There have been some lovely comments to my thread. I don’t know what to say.

abbyleigh001
01-14-2013, 03:22 PM
I was married 25 years now divorced 26 years for issues unrelated to gender choice ... Former wife never knew...(Never to be married again.).. Sad, however I will never allow the judiciary to meddle into my personal life... A lesson well learned... Life is so much better now... I am no longer conflicted with guilt, denial, purging, acceptance etc... Have accepted my choice of gender and am very happy... Nothing better than living your life as you are most comfortable... Yes, responding to you Suzy and others while dressed in a lovely yellow top and skirt with a wine cooler nearby... The past is long past and life is good... To those of you married I am not advocating my path of life... To each their own...

Monicamaryjay
01-14-2013, 03:32 PM
Hi Suzy,

I think what you said really hit home for a few of us here....a sense of self acceptance among like-minded gurls.

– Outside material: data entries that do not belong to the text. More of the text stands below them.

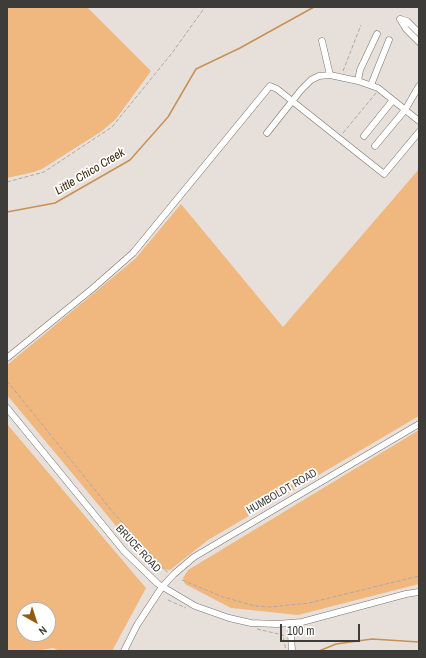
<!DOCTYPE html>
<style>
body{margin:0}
#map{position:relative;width:426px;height:658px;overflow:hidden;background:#e7e0da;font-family:"Archivo Narrow",sans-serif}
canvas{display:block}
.frame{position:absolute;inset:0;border:8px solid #3e3c39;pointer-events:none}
.north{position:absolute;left:16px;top:602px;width:40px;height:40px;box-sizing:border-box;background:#fff;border:1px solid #b2b1b0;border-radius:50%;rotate:141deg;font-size:11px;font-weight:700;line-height:16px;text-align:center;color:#3e3c39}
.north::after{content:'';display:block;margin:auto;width:14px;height:18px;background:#925b12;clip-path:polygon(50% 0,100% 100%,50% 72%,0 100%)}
.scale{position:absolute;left:280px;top:624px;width:80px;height:18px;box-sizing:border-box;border:2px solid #3e3c39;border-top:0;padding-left:5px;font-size:12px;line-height:14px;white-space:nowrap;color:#3e3c39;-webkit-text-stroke:3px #fff;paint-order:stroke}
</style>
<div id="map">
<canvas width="426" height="658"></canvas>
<div class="frame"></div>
<div class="north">N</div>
<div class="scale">100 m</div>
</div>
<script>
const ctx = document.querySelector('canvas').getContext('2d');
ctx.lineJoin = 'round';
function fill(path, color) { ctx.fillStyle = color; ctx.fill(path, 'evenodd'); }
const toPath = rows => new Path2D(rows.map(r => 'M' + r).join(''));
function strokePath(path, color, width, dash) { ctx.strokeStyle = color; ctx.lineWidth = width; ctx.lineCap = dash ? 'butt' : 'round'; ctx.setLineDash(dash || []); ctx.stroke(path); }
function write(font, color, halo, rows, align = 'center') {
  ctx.font = font + ' "Archivo Narrow",sans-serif'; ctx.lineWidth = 3.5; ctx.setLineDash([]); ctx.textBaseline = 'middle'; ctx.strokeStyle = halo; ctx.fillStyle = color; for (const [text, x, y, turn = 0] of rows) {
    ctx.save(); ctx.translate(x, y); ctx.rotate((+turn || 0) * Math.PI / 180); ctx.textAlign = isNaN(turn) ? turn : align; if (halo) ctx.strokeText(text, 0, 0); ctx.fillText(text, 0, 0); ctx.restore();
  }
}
fill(toPath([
 [7,7,87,7,151,71,116,119,102,131,42,169,34,172,7,178],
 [419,169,419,416,208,540,170,570,161,569,131,544,7,395,7,365,135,259,181,204,283,327],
 [7,424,146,588,112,651,60,651,53,648,35,651,7,651],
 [24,610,48,610,48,634,24,634],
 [419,430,419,584,298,615,231,608,185,584,183,578,188,570]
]), '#f0b87e');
strokePath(toPath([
 [7,212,55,203,130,160,168,117,196,69,240,48,314,7],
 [319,651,336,644,372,639,419,642]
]), '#c79156', 1.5);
const minor = toPath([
 [400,19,406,29,419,42],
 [400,19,407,21,419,33],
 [322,41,330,75],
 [358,81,360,70,377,34],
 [371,85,389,40],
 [267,133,301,90,311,80,319,76,330,75,358,81,378,88,419,121],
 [364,136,393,100],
 [375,146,405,110,419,86],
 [7,358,92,289,133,253,270,86,277,89,384,174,419,132],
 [7,408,124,551,158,584,195,606,229,618,251,623,277,624,302,622,406,594,419,592],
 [124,651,137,625,162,587,174,574,194,557,419,424],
 [292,651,291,634,293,623]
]);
strokePath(minor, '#77726c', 7);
strokePath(toPath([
 [343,71,361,25],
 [343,133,376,93],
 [7,182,44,172,112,127,172,53,205,7],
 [7,381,112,511,167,572,169,571],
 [182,580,223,597,255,606,270,607,309,603,419,576],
 [168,600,186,608],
 [257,629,283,635,286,651]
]), '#ada8a3', 1, [4, 2]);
strokePath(minor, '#fff', 6);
write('11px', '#3e3c39', '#fff', [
 ["HUMBOLDT ROAD",282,492,-30],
 ["BRUCE ROAD",138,549,47]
]);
write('italic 12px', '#3e270c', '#fff', [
 ["Little Chico Creek",90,172,-31]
]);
</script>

I think this site offers a meaningful connection which is difficult to find elsewhere.

I was separated last year and I am spending a lot of time alone disovering what I had repressed for years. I can definitely relate to what you wrote.

Thanks for sharing Suzy,
Monica

Foxglove
01-14-2013, 03:34 PM
I was divorced quite some years ago, and I had a hard time dealing with being alone for the first time as an adult. I asked my mother, who lived for several decades as a widow, how she dealt with loneliness. She responded that there was a difference between loneliness and solitude. She learned to appreciate the moments of solitude that her life afforded her.

I like what your mother is saying here, Kim. An important distinction that's good to learn.

And yes, Suzy, it is nice to find peace by being yourself. For one thing, you have to stop fighting yourself--and it doesn't help if you have someone else to fight as well. Glad you're finding those moments. It seems to me you find lots of them, though.